Exercise instructions
Go line by line through the listing below and copy those that hold "padding".

Data for analysis

####

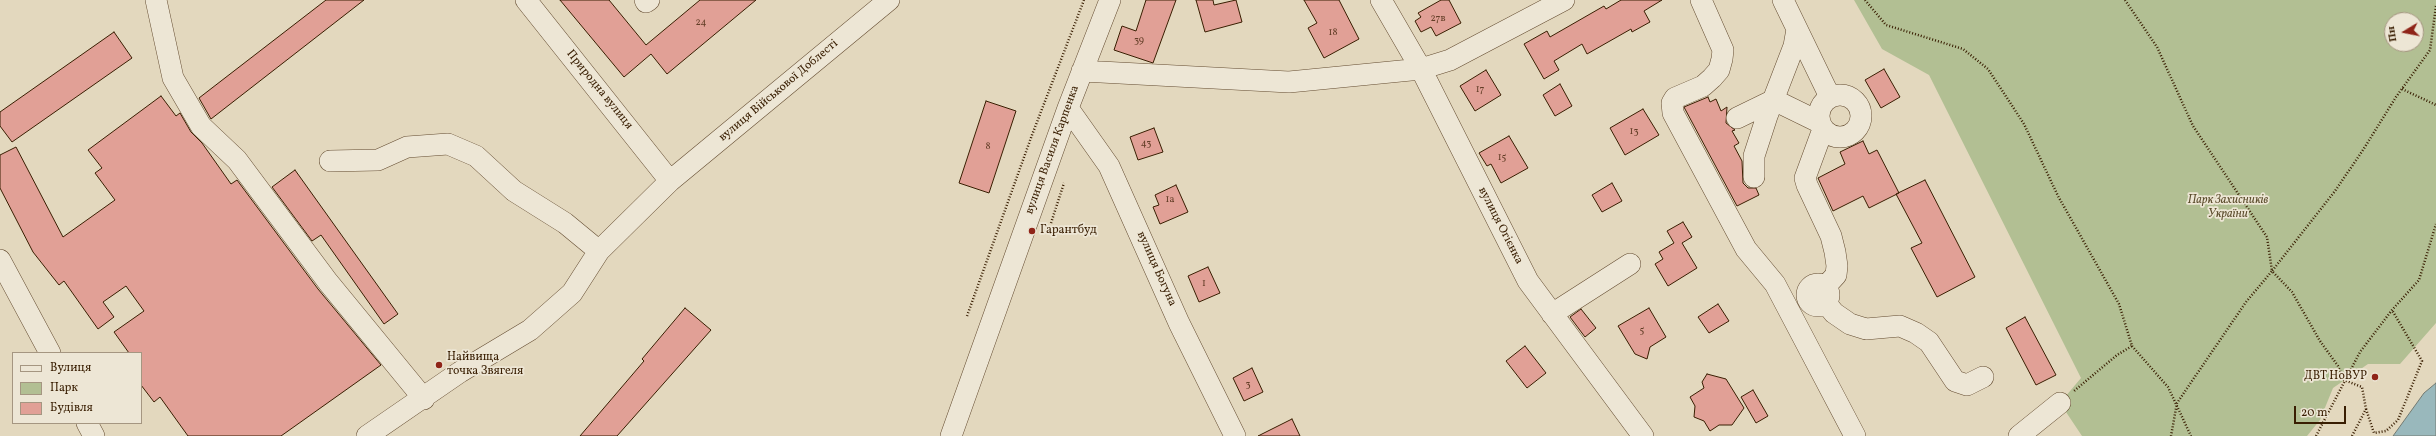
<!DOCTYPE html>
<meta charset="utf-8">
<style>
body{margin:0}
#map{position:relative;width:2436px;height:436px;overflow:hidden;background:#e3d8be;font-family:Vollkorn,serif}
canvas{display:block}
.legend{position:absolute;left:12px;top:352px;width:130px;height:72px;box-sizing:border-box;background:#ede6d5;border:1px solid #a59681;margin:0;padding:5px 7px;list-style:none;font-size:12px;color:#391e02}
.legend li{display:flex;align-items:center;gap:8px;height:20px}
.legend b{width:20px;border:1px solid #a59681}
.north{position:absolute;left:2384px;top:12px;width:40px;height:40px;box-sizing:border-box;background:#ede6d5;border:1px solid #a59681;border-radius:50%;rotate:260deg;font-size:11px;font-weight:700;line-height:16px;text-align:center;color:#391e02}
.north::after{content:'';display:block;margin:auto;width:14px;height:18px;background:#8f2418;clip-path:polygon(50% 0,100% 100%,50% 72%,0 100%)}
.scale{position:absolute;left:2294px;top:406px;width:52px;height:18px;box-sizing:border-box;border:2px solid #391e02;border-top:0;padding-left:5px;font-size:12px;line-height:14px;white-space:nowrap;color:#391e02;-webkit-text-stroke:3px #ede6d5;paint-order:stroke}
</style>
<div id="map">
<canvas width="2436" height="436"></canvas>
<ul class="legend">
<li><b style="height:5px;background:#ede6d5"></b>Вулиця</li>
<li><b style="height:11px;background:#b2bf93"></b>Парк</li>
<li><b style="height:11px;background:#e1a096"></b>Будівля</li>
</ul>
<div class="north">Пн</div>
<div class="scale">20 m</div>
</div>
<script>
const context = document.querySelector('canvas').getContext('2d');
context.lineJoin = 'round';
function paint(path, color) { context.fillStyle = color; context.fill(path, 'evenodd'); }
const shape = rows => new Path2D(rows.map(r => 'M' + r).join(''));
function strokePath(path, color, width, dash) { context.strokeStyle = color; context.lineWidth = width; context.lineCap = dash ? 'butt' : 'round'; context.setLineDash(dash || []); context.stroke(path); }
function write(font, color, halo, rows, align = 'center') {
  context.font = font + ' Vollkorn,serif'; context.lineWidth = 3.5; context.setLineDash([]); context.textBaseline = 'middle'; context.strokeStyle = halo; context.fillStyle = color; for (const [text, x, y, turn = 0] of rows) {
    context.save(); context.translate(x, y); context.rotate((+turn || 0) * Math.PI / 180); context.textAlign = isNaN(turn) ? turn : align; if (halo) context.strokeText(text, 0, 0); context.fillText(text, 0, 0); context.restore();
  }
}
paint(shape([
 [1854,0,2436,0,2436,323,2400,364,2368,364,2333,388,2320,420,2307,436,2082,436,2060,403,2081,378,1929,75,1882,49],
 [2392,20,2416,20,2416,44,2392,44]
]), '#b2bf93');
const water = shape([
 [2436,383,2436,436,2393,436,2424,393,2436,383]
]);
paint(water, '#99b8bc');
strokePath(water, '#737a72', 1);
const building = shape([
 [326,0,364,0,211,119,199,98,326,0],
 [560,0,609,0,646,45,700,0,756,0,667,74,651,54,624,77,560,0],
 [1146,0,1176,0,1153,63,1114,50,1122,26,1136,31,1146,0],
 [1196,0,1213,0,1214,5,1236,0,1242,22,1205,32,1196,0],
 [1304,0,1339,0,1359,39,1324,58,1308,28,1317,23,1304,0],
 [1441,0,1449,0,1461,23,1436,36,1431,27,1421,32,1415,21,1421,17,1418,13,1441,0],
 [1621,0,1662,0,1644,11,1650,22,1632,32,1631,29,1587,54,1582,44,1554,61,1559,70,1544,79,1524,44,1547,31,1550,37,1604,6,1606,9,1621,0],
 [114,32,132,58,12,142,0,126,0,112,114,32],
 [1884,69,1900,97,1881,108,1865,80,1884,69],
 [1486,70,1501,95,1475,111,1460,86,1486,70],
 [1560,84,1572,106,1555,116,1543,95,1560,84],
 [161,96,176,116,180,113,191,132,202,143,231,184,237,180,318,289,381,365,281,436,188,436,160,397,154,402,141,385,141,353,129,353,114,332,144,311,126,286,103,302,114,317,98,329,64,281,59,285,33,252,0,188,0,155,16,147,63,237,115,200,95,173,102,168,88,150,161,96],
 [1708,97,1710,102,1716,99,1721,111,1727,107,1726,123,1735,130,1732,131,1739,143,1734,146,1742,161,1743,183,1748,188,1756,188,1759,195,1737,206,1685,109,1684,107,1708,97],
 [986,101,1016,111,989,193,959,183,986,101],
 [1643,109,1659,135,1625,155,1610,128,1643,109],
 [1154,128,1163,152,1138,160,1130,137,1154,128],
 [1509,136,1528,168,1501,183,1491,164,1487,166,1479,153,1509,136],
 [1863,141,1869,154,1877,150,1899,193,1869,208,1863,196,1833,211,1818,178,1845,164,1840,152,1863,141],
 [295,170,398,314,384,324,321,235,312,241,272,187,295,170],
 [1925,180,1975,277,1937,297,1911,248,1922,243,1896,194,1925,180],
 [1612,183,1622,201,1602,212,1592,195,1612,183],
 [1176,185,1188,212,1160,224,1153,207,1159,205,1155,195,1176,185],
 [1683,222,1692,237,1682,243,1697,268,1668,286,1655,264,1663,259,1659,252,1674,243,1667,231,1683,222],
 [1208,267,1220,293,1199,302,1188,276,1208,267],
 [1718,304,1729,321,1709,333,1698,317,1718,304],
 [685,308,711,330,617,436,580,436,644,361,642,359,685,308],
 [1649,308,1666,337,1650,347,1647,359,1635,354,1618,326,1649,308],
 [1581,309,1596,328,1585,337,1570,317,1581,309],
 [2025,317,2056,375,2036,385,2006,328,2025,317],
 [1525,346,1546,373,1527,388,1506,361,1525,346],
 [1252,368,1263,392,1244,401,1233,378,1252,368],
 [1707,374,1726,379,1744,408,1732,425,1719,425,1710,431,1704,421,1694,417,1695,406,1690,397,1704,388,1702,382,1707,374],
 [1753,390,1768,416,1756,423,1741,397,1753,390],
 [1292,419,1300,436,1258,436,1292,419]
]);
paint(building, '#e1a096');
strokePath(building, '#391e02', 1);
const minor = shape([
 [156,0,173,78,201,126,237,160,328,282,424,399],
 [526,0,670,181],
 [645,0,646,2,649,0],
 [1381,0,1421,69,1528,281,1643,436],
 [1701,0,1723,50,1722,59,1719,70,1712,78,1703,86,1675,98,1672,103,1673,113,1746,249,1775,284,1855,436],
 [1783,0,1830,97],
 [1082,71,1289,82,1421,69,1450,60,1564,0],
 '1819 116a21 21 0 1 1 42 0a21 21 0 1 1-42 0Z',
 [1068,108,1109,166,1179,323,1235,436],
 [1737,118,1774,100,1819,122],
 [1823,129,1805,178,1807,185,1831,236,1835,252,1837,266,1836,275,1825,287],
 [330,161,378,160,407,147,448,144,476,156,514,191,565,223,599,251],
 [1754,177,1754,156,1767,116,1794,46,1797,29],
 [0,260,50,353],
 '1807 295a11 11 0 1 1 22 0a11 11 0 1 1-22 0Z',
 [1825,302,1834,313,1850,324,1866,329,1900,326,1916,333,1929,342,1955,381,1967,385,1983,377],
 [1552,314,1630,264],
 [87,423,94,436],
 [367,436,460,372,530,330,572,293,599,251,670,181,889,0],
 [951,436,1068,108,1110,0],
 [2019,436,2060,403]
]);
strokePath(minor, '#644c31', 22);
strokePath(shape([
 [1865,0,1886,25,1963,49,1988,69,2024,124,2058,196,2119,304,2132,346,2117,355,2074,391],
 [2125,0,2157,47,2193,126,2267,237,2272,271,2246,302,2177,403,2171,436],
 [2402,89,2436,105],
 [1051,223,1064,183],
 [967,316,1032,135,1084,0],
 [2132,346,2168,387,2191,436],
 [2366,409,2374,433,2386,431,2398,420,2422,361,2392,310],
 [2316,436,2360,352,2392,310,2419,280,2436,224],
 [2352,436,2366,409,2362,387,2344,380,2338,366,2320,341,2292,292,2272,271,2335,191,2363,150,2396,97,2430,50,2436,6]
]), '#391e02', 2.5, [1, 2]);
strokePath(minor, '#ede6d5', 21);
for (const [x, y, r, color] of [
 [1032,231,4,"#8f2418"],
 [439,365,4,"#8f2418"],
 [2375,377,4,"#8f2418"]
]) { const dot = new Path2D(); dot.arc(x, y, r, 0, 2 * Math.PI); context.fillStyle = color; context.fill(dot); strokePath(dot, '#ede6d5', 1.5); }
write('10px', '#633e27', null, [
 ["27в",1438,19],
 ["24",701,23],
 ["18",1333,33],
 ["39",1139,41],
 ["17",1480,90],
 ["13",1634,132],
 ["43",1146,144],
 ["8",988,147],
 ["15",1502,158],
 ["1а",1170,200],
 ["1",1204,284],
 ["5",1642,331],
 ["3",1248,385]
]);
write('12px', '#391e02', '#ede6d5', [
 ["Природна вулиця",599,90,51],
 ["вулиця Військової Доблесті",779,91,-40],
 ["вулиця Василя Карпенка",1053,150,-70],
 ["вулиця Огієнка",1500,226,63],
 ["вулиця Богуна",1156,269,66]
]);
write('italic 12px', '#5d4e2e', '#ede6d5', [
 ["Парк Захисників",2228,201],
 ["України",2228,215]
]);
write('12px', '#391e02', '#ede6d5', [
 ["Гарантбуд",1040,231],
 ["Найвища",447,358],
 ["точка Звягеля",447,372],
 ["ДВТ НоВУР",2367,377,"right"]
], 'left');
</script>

####

Finished exercise
.legend{position:absolute;left:12px;top:352px;width:130px;height:72px;box-sizing:border-box;background:#ede6d5;border:1px solid #a59681;margin:0;padding:5px 7px;list-style:none;font-size:12px;color:#391e02}
.scale{position:absolute;left:2294px;top:406px;width:52px;height:18px;box-sizing:border-box;border:2px solid #391e02;border-top:0;padding-left:5px;font-size:12px;line-height:14px;white-space:nowrap;color:#391e02;-webkit-text-stroke:3px #ede6d5;paint-order:stroke}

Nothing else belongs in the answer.